During Logan Mountstuart’s time, corned beef production was one of the most lucrative parts of the industry. Foley & Cardogin’s Fresh Meat Company is likely based on The Liebig Extract of Meat Company, at the time Uruguay’s renowned corned beef producer.
Located northwest of Montevideo in the river port of Fray Bentos, the company produced corned beef on a grand scale during the two World Wars. ‘Fray Bentos’ Corned Beef’ became a household name in the early 1900s, and a staple of soldiers’ diets. Indeed, such was its popularity, soldiers would refer to something that was good as being ‘Fray Bentos’.
The corned beef industry filled Uruguayan pockets as well as plates at the time, and acted as a magnet for immigrants seeking work.
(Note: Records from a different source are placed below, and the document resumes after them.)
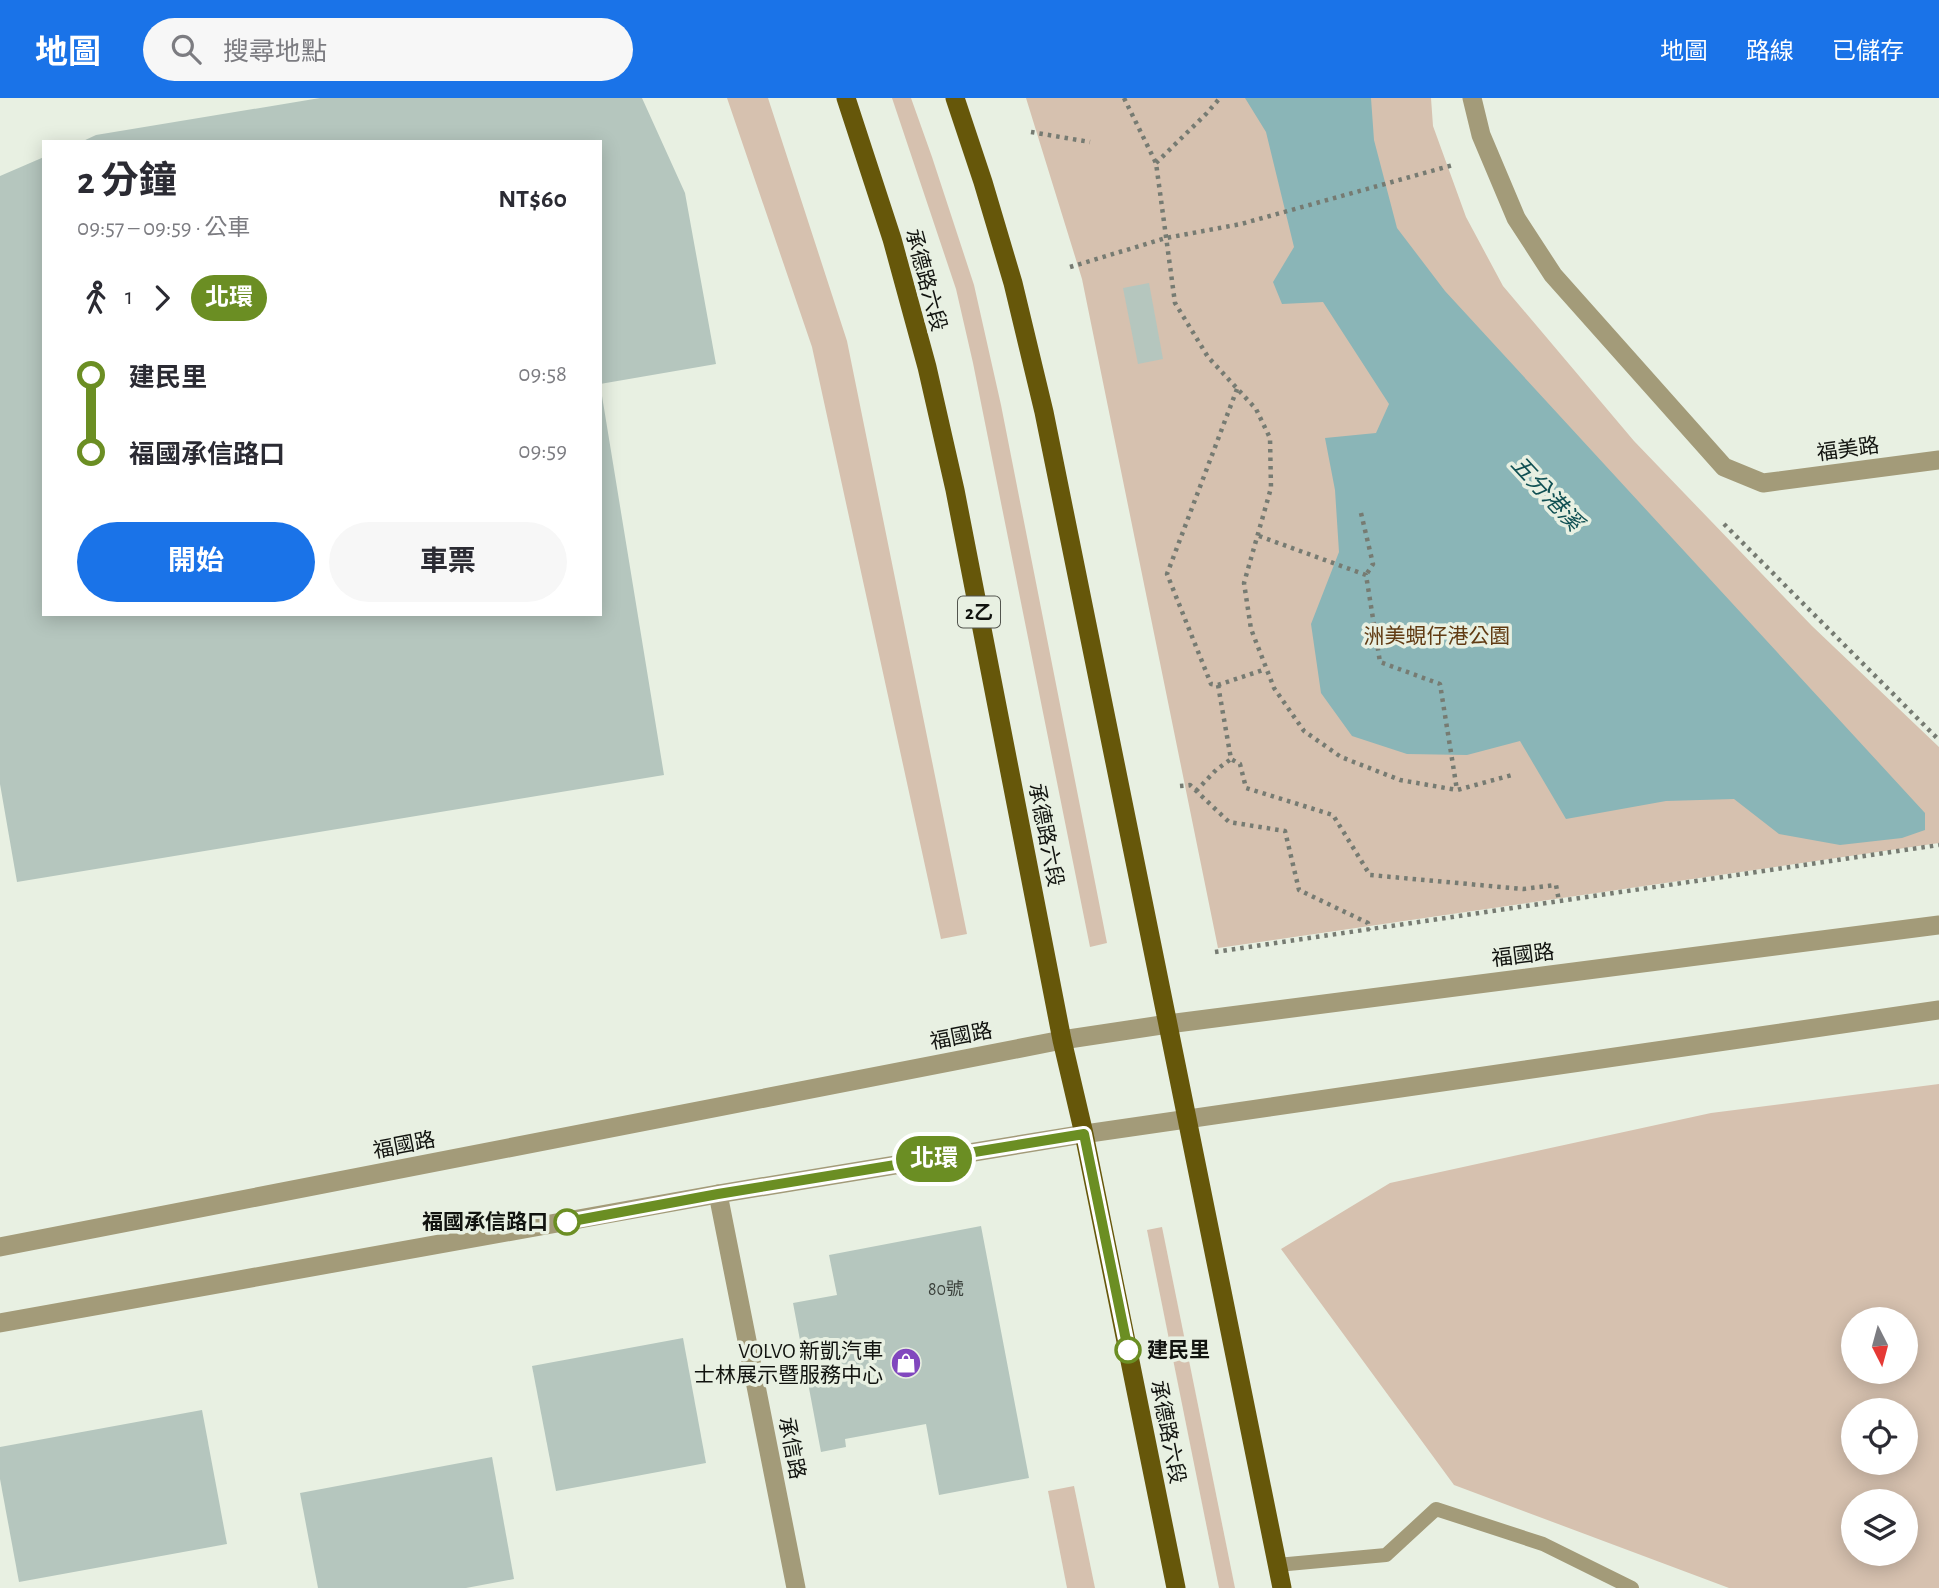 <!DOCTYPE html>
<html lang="zh-TW">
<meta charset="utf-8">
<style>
body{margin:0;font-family:"Alegreya Sans","Noto Sans TC",sans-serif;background:#f7f7f7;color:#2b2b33;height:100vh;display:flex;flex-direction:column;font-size:26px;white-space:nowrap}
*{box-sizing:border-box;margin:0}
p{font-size:23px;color:#7c7c81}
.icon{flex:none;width:38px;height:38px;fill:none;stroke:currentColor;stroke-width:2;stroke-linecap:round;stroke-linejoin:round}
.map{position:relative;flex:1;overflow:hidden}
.sheet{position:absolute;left:42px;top:42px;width:560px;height:476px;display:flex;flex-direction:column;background:#fff;border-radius:0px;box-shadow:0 4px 18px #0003}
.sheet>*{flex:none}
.badge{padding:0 14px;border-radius:23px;font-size:24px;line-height:46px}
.needle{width:46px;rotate:174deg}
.tools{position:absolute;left:1841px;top:1209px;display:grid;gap:14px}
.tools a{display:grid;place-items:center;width:77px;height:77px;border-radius:50%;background:#fff;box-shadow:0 4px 18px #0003;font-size:35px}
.map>.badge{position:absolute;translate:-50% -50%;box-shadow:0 0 0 4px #fff}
.legs{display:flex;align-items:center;gap:10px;height:77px;padding:0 35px;font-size:23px}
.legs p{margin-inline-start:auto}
.headline{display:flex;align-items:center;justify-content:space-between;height:119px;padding:0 35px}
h1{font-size:38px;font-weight:700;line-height:52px}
.primary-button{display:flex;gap:14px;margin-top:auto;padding:14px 35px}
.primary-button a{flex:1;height:80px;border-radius:42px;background:#1a73e8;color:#fff;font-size:28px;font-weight:700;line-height:80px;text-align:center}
.primary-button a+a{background:#f7f7f7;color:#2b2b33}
ul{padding:0 35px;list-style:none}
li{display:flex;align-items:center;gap:24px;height:77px;font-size:26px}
li i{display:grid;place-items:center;width:10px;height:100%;margin:0 9px;background:currentColor}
li i::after{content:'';width:18px;height:18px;margin:-9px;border:5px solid;border-radius:50%;background:#fff}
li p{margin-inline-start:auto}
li:first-child i{background:linear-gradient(#0000 50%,currentColor 0)}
li:last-child i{background:linear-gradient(currentColor 50%,#0000 0)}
header{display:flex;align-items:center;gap:42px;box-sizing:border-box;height:98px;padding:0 35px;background:#1a73e8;color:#fff}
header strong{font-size:33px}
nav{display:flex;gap:38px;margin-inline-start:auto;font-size:24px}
.search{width:490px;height:63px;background:#f7f7f7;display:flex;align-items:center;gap:18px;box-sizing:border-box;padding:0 24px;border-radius:38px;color:#7c7c81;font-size:26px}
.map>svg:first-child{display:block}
.green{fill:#d6c1af;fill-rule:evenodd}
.water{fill:#8ab5b7}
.building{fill:#b5c6be}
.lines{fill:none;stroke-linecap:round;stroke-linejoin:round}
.path{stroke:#767b72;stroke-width:4.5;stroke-dasharray:3.5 5;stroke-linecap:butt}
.service{stroke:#a39b79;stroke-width:14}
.minor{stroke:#a39b79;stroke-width:19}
.tertiary{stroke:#a39b79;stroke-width:19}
.primary{stroke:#66570a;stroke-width:19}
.line-1-casing{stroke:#fff;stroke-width:16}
.line-1{stroke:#6b8e23;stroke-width:10}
.stop-1-dot{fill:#fff;stroke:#6b8e23;stroke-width:3.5}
.labels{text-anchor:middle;stroke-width:7;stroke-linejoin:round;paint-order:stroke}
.number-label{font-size:18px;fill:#3a403b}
.shield{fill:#e8f0e2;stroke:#52554e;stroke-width:2}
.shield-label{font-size:19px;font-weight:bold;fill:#11130f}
.street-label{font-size:21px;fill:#11130f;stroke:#e8f0e2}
.park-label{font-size:21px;fill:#613b13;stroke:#e8f0e2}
.stop-label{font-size:21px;font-weight:bold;fill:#11130f;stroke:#e8f0e2;text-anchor:end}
.poi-label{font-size:21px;fill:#11130f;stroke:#e8f0e2;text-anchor:end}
.water-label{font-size:23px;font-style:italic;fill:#105053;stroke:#e8f0e2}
</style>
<header>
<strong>地圖</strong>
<div class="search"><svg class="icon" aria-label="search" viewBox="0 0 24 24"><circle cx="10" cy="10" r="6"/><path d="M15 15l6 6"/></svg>搜尋地點</div>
<nav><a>地圖</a><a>路線</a><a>已儲存</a></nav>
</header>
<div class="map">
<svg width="1939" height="1490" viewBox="0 0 1939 1490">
<rect width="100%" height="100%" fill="#e8f0e2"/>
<g class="green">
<polygon points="727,0 768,0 847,243 967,836 941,841 812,249"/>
<polygon points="892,0 911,0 932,59 974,187 1001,307 1107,845 1090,849 973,265 956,191"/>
<polygon points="1026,0 1431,0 1433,28 1466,119 1503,188 1634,343 1812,528 1939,649 1939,745 1218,850 1082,181"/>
<path d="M1939,986V1490H1729L1454,1387L1281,1151L1390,1085L1711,1015ZM1853,1222H1906V1274H1853ZM1853,1312H1906V1365H1853ZM1853,1404H1906V1456H1853Z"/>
<polygon points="1162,1129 1235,1490 1219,1490 1147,1132"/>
<polygon points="1074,1388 1095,1490 1067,1490 1048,1393"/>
</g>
<polygon class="water" points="1245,0 1371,0 1374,42 1397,130 1445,193 1925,715 1925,732 1902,740 1840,747 1779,736 1734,701 1666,703 1566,721 1520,643 1467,657 1407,656 1352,638 1321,595 1311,526 1339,454 1335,392 1325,340 1376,335 1389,306 1323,204 1282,206 1273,184 1294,149 1266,34"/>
<g class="building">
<polygon points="320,0 642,0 685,95 716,266 600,286 600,44 81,44 96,37"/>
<polygon points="44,59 44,516 600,516 600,299 602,298 664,677 17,784 0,686 0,78"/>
<polygon points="1149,185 1163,261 1138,266 1123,190"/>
<polygon points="981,1128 1029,1380 939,1397 926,1326 845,1341 846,1349 821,1354 793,1205 837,1197 829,1157"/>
<polygon points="683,1240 706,1365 556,1393 532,1268"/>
<polygon points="202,1312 227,1446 19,1484 0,1381 0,1349"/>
<polygon points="492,1359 514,1481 466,1490 318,1490 300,1395"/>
</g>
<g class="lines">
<g class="path">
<polyline points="1124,0 1156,65 1175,205 1208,259 1256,311 1270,340 1271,390 1244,485 1251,531 1274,590 1304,633 1341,659 1400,682 1457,692 1512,677"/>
<polyline points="1031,34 1090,44"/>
<polyline points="1156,65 1206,16 1220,0"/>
<polyline points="1070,169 1166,140 1241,126 1453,67"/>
<polyline points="1237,291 1167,476 1211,586 1218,587 1266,571"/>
<polyline points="1361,415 1373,466 1366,477"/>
<polyline points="1724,426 1939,642"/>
<polyline points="1259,438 1366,477 1380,564 1440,586 1457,692"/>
<polyline points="1218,587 1231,661 1240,666 1246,690 1333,717 1370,777 1523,791 1556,787 1559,803"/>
<polyline points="1180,688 1190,687 1229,724 1285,733 1299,792 1368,825 1369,832"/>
<polyline points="1196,693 1216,672 1231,661"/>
<polyline points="1215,854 1939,747"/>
</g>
<polyline class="service" points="1277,1467 1386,1457 1436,1411 1543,1446 1632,1490"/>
<g class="minor">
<polyline points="1472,0 1481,37 1516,120 1553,177 1724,369 1763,385 1939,362"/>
<polyline points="718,1096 796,1490"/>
</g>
<g class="tertiary">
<polyline points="0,1149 1062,942 1168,926 1939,827"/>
<polyline points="0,1225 718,1096 1084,1036 1939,912"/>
</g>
<g class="primary">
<polyline points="846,0 892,141 927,269 955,392 1062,942 1084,1036 1176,1490"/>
<polyline points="955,0 983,84 1013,185 1044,314 1282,1490"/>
</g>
</g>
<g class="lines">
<g class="line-1-casing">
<polyline id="line-1" points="567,1124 718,1096 1084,1036 1128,1252"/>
</g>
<use href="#line-1" class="line-1"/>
</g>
<defs>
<g id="shop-disc" transform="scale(1.575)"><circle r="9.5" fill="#8147be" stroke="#e8f0e2"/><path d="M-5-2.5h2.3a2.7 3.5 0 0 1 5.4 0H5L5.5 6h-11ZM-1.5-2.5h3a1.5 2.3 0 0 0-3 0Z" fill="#fff"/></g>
</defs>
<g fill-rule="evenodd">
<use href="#shop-disc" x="906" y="1265"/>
</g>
<g class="stop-1-dot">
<circle cx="567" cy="1124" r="12"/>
<circle cx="1128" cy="1252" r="12"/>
</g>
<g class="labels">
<g class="number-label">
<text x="946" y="1197">80號</text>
</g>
<rect class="shield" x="958" y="498.5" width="42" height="31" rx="5"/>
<g class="shield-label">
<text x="979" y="521">2乙</text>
</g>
<g class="street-label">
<text transform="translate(926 182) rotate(75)" y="7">承德路六段</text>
<text transform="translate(1848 351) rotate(-8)" y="7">福美路</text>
<text transform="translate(1046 737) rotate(79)" y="7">承德路六段</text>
<text transform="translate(1523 857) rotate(-7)" y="7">福國路</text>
<text transform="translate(961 938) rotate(-11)" y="7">福國路</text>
<text transform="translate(404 1047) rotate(-11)" y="7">福國路</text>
<text transform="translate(1168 1334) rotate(79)" y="7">承德路六段</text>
<text transform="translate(792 1350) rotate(79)" y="7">承信路</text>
</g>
<g class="park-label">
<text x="1437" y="545">洲美蜆仔港公園</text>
</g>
<g class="stop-label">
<text x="548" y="1131">福國承信路口</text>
<text x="1147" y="1259" text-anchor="start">建民里</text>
</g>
<g class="poi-label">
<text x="883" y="1260">VOLVO 新凱汽車<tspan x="883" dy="24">士林展示暨服務中心</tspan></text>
</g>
<g class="water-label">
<text transform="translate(1547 395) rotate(47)" y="8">五分港溪</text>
</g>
</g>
</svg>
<div class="tools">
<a><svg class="needle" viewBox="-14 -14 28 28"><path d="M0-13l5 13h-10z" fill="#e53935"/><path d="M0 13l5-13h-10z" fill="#7c7c81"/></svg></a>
<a><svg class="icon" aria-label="locate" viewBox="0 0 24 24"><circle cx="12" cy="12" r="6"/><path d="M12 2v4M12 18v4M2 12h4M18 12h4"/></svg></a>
<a><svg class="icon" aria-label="layers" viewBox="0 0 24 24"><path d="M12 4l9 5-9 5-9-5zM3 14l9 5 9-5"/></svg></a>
</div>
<b class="badge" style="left:934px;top:1061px;background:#6b8e23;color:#fff">北環</b>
<section class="sheet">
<div class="headline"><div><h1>2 分鐘</h1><p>09:57 – 09:59 · 公車</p></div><b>NT$60</b></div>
<div class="legs"><svg class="icon" aria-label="walk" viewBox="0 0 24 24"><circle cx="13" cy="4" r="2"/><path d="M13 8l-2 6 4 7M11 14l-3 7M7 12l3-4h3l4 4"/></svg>1<svg class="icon" aria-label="forward" viewBox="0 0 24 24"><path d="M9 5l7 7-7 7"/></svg><b class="badge" style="background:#6b8e23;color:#fff">北環</b></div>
<ul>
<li><i style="color:#6b8e23"></i><b>建民里</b><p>09:58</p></li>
<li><i style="color:#6b8e23"></i><b>福國承信路口</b><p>09:59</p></li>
</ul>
<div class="primary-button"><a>開始</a><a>車票</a></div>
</section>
</div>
Logan’s father, who later left his family a substantial monetary legacy, would no doubt have been comfortably well off as a result of his work.
The corned beef story began back in 1840, when Baron Justus von Liebig developed a concentrated beef extract as a cheap and nutritious meat substitute. Referred to as ‘Extractum carnis’, the meat derivative allowed those too poor to purchase expensive fresh meat the opportunity to include a form of beef in their diet. Indeed, the extract was distributed as a tonic by the Royal pharmacy during this period.
Hearing of Liebig’s invention, a young engineer by the name of George Christian Giebert wrote to him with a business proposition. The result was The Liebig Extract of Meat Company (Lemco), launched in London on December 4, 1865.
The company was responsible for creating Liebig and Oxo meat extracts, and further down the road, the Oxo beef stock cube. Meanwhile, corned beef production began in earnest, with tinned corned beef launched under the label of ‘Fray Bentos Corned Beef’.
In 1924, at the time of Logan’s earlier journal writing, The Liebig Extract of Meat Company was renamed ‘El Anglo’, after it was bought by the Vestey Group. It eventually became part of Unilever.
In 2008, the Brazilian group Marfrig reopened the Liebig Factory in Fray Bentos to resume corned beef production – more than 30 years after it had closed.
So… what exactly is corned beef?
Also called 'Salt Beef', corned beef is a salt-cured beef product. It can be wet-cured in spiced brine, dry-cured with granular salt or take the form of canned minced salted meat.